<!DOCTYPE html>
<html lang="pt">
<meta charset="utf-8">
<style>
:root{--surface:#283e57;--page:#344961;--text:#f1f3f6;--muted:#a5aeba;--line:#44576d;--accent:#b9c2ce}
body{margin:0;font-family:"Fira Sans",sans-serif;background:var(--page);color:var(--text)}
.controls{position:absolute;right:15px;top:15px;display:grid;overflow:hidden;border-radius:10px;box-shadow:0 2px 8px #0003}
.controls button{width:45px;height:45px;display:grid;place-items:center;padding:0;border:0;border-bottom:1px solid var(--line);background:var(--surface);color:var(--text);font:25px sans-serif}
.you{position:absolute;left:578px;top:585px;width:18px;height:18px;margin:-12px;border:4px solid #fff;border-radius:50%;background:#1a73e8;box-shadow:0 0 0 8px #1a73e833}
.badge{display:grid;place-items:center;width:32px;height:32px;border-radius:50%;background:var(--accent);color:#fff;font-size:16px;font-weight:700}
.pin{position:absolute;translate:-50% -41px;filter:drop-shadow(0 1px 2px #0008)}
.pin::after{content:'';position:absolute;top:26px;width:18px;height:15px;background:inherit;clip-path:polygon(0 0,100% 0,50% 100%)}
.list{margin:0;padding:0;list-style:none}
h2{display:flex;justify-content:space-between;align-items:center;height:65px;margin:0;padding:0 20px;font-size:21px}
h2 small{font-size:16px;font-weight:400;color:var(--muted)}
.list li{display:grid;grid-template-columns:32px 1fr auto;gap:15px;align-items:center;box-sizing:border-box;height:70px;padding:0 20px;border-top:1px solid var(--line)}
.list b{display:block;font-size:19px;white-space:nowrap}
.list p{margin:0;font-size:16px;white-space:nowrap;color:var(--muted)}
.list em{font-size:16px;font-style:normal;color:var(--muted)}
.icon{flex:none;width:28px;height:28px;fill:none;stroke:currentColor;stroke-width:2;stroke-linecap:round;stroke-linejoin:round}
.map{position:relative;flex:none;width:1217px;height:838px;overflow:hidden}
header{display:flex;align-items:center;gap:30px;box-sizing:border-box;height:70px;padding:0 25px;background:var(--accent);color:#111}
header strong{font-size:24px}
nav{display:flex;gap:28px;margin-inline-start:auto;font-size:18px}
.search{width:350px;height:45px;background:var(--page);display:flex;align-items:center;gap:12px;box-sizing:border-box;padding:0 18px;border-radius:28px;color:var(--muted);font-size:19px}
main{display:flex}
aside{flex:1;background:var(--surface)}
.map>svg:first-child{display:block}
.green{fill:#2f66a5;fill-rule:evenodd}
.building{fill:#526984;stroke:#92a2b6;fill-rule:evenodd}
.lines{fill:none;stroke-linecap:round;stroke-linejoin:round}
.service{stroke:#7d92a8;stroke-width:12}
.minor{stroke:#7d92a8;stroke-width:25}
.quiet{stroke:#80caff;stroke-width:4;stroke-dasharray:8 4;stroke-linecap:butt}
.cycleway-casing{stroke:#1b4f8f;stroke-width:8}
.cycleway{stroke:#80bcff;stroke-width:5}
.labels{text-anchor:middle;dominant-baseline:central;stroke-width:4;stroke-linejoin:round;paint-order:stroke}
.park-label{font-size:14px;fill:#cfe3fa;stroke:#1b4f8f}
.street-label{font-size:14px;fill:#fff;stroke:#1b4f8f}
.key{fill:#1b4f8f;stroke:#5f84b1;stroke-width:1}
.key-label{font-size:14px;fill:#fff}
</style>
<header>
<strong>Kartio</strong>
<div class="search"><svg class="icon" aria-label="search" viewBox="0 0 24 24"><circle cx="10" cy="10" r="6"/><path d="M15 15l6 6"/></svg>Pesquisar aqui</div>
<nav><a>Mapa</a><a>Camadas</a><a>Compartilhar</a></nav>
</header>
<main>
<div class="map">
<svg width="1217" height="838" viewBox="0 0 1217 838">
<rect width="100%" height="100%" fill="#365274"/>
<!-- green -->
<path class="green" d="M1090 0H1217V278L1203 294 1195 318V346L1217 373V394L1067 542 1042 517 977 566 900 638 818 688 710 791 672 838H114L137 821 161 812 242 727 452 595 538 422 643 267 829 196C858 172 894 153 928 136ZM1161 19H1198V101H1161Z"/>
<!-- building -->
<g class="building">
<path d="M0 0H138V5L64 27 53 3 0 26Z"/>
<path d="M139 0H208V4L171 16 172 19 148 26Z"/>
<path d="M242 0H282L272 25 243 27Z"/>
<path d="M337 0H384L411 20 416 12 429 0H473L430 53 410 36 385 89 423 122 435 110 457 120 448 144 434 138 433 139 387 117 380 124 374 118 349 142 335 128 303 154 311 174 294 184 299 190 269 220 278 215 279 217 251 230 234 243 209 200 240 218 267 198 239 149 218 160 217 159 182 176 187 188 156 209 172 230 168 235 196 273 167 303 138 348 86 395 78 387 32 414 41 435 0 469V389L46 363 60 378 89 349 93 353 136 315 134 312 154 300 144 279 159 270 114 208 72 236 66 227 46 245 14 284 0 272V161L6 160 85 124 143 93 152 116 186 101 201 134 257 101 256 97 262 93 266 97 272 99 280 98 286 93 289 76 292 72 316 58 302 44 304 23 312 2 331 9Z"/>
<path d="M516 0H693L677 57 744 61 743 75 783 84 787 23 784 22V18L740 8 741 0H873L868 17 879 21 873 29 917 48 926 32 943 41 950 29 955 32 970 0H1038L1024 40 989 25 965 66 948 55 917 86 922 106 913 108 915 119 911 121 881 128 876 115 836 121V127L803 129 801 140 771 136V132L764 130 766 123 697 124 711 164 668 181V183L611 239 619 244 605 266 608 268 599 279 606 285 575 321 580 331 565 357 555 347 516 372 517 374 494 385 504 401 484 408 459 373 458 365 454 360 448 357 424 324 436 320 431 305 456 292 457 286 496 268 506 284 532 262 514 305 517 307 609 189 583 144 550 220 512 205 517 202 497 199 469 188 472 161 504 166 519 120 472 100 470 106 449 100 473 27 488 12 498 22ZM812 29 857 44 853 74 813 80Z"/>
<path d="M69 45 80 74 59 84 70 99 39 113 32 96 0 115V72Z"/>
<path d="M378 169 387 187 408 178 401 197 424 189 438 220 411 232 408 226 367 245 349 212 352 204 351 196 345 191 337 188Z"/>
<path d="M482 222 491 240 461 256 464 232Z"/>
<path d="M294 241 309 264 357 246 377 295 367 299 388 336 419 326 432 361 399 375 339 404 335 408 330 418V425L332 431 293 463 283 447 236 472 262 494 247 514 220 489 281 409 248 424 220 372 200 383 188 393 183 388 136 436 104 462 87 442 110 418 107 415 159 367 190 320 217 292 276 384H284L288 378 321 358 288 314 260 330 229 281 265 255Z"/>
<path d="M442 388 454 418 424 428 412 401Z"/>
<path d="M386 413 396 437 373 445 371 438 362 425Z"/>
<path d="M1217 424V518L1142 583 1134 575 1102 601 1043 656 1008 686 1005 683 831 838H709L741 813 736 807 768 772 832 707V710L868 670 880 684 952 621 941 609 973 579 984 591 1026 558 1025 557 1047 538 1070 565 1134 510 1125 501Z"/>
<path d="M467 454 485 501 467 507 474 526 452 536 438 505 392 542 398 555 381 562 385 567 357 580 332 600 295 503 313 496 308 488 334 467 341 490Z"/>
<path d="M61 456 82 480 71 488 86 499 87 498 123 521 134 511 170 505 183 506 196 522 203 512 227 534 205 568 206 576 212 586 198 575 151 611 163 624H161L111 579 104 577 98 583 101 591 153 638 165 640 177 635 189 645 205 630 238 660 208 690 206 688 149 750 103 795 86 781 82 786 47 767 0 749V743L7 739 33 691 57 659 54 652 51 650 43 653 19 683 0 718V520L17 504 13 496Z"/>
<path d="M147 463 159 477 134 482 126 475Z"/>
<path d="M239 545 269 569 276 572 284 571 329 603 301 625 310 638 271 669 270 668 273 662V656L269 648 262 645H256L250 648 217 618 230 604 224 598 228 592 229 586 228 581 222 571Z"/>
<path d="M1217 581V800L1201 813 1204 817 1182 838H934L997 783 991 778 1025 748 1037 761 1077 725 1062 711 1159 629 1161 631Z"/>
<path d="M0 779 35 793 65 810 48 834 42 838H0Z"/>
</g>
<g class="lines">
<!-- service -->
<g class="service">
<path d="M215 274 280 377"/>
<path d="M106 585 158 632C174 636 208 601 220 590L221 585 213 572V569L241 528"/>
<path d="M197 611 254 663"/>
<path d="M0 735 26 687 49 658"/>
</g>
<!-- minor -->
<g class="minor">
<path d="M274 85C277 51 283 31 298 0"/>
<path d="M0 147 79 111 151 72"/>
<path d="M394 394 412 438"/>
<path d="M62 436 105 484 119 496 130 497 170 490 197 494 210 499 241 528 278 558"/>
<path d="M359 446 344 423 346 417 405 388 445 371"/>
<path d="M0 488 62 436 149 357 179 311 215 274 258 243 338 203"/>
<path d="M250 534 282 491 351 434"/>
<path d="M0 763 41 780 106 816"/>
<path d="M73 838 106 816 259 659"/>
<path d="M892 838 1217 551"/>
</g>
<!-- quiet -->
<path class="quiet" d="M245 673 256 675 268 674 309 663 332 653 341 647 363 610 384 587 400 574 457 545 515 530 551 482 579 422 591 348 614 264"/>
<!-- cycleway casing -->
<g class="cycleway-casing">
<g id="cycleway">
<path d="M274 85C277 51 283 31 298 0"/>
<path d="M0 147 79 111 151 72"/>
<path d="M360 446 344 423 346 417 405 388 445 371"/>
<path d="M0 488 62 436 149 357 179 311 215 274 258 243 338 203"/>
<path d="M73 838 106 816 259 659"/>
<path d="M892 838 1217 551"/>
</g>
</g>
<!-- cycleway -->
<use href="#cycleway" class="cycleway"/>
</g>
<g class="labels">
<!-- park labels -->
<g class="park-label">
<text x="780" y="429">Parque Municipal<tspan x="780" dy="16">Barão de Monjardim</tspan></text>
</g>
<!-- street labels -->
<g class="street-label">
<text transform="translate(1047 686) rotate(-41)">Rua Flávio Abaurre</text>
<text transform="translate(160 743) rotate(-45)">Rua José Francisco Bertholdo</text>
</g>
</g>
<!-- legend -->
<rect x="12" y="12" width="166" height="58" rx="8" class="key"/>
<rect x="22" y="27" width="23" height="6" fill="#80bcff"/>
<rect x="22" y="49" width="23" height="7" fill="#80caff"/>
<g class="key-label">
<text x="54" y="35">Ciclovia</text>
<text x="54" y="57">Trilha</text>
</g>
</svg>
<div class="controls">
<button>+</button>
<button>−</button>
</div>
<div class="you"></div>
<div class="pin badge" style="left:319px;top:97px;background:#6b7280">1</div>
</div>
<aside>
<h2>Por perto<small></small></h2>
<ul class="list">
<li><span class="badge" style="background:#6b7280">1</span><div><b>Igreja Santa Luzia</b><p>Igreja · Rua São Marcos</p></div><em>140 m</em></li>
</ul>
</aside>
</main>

▬▬▬▬▬▬

**Task item:**
Going through the listing above, tally the lines that contain the word "place" and report the total alone.

**Task result:**
2